Source material
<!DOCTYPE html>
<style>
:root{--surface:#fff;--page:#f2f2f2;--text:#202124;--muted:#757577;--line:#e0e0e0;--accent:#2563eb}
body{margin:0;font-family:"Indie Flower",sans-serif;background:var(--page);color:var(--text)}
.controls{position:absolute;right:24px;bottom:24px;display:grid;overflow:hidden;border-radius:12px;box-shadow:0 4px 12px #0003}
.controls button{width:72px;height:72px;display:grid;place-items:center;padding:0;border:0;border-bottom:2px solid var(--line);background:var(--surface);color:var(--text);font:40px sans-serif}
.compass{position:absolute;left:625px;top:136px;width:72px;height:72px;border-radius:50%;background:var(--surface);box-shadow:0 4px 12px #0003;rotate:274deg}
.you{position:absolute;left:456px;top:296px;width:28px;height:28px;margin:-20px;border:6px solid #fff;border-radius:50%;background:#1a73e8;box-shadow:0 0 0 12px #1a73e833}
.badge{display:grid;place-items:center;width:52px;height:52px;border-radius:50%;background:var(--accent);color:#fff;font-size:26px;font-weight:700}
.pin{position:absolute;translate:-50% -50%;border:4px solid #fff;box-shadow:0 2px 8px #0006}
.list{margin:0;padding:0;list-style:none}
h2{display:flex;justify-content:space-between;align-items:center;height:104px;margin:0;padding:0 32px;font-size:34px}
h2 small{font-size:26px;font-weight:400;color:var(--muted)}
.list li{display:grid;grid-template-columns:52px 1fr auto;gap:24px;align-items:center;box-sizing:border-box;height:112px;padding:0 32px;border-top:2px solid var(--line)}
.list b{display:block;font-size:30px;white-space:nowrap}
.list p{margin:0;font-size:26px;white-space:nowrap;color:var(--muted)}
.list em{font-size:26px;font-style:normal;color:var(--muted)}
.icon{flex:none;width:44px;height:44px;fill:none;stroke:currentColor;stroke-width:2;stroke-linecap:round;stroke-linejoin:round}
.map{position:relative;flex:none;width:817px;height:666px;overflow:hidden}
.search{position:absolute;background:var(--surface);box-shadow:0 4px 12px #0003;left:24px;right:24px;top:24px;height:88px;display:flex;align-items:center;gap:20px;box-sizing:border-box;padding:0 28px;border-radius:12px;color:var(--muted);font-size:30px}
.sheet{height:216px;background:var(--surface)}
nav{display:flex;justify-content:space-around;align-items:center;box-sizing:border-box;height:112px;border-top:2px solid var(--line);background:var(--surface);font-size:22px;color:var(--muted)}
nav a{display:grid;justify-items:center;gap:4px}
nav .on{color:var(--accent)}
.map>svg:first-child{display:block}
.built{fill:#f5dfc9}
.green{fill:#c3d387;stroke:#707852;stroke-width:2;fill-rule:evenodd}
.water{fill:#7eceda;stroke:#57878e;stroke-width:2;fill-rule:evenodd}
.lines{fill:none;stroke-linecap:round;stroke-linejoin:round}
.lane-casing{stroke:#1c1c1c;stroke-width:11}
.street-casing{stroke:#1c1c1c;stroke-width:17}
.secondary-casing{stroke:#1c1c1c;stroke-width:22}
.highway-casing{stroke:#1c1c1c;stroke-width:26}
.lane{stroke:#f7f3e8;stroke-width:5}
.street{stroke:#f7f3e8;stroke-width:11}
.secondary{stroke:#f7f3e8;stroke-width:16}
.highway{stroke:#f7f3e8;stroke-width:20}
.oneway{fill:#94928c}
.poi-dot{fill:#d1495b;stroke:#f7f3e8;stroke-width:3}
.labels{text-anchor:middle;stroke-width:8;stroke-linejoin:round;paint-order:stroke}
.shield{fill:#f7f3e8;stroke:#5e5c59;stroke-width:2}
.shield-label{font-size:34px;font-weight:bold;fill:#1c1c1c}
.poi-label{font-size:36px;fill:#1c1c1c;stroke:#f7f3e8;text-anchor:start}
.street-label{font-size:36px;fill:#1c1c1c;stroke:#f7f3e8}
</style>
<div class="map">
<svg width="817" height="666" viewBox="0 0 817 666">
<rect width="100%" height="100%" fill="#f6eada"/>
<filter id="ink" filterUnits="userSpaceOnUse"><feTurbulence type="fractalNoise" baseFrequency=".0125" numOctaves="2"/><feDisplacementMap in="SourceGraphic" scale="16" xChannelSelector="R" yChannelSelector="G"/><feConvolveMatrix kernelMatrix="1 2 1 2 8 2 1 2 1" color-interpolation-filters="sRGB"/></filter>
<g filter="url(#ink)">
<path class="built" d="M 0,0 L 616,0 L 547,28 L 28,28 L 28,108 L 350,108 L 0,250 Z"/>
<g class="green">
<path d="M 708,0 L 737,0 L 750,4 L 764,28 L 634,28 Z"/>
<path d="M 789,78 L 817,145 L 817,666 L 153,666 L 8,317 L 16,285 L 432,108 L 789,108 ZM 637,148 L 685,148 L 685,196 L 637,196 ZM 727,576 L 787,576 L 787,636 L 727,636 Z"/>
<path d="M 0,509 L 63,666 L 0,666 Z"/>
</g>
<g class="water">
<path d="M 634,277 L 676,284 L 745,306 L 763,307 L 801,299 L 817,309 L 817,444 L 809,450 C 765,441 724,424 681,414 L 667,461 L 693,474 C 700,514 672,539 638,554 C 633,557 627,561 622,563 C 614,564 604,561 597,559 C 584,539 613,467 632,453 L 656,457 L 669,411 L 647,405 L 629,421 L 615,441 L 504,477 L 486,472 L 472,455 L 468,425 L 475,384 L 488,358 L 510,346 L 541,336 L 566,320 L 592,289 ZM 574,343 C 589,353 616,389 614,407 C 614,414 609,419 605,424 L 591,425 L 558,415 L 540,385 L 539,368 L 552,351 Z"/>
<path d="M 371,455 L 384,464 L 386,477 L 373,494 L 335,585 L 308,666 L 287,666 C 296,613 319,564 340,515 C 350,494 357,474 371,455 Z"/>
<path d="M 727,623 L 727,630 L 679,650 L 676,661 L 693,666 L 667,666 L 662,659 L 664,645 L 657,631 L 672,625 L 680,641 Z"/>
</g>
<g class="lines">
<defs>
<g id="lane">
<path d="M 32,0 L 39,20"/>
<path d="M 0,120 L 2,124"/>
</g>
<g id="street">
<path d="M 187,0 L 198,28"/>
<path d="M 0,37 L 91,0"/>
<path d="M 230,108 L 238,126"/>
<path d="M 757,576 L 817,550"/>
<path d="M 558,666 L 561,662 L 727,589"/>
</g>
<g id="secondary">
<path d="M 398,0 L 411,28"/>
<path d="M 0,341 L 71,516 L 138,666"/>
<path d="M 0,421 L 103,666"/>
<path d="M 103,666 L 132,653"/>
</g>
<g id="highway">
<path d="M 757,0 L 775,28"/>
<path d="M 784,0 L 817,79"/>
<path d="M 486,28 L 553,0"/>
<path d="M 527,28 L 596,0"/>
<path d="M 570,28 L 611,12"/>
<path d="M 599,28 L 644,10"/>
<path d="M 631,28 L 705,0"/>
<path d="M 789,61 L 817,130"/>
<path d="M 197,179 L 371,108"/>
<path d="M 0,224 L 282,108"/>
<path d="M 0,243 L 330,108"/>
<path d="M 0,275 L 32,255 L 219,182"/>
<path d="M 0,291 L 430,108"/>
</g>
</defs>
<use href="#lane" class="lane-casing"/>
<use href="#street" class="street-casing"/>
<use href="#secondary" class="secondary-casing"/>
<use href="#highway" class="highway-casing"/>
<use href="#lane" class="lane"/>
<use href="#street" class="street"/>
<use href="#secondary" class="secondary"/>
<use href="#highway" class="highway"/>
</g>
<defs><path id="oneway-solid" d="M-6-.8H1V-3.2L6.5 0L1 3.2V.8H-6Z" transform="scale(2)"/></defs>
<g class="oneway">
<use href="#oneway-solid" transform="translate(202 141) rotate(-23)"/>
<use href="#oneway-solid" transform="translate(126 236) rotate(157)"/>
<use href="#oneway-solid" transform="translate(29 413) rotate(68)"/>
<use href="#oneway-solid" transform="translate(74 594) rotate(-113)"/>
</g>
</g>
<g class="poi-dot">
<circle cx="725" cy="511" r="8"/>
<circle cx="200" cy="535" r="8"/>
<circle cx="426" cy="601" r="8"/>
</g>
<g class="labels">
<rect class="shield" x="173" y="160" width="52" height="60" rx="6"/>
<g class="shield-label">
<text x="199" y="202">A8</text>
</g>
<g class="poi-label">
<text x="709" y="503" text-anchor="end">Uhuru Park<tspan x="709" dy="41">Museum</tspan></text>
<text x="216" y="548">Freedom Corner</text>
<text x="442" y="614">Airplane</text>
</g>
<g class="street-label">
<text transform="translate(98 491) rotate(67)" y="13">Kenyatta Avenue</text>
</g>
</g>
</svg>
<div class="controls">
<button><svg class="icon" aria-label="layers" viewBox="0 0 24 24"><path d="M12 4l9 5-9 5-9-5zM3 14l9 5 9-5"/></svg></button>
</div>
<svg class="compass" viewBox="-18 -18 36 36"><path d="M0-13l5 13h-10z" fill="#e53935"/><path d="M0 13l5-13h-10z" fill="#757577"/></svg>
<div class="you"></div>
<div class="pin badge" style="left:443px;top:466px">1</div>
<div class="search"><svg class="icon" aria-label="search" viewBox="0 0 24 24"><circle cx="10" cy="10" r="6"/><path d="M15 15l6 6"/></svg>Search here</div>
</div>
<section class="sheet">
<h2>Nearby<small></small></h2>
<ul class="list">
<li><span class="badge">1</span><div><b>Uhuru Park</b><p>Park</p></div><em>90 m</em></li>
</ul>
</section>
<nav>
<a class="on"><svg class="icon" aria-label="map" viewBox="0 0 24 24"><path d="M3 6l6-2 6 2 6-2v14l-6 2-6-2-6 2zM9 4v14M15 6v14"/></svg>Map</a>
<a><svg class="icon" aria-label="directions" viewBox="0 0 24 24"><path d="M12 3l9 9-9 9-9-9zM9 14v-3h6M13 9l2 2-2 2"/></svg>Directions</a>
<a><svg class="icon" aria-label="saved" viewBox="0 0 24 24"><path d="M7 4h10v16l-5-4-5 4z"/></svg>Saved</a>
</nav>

Aim of the exercise
Lines in the material above that include the string "casing" should be listed.

The answer
.lane-casing{stroke:#1c1c1c;stroke-width:11}
.street-casing{stroke:#1c1c1c;stroke-width:17}
.secondary-casing{stroke:#1c1c1c;stroke-width:22}
.highway-casing{stroke:#1c1c1c;stroke-width:26}
<use href="#lane" class="lane-casing"/>
<use href="#street" class="street-casing"/>
<use href="#secondary" class="secondary-casing"/>
<use href="#highway" class="highway-casing"/>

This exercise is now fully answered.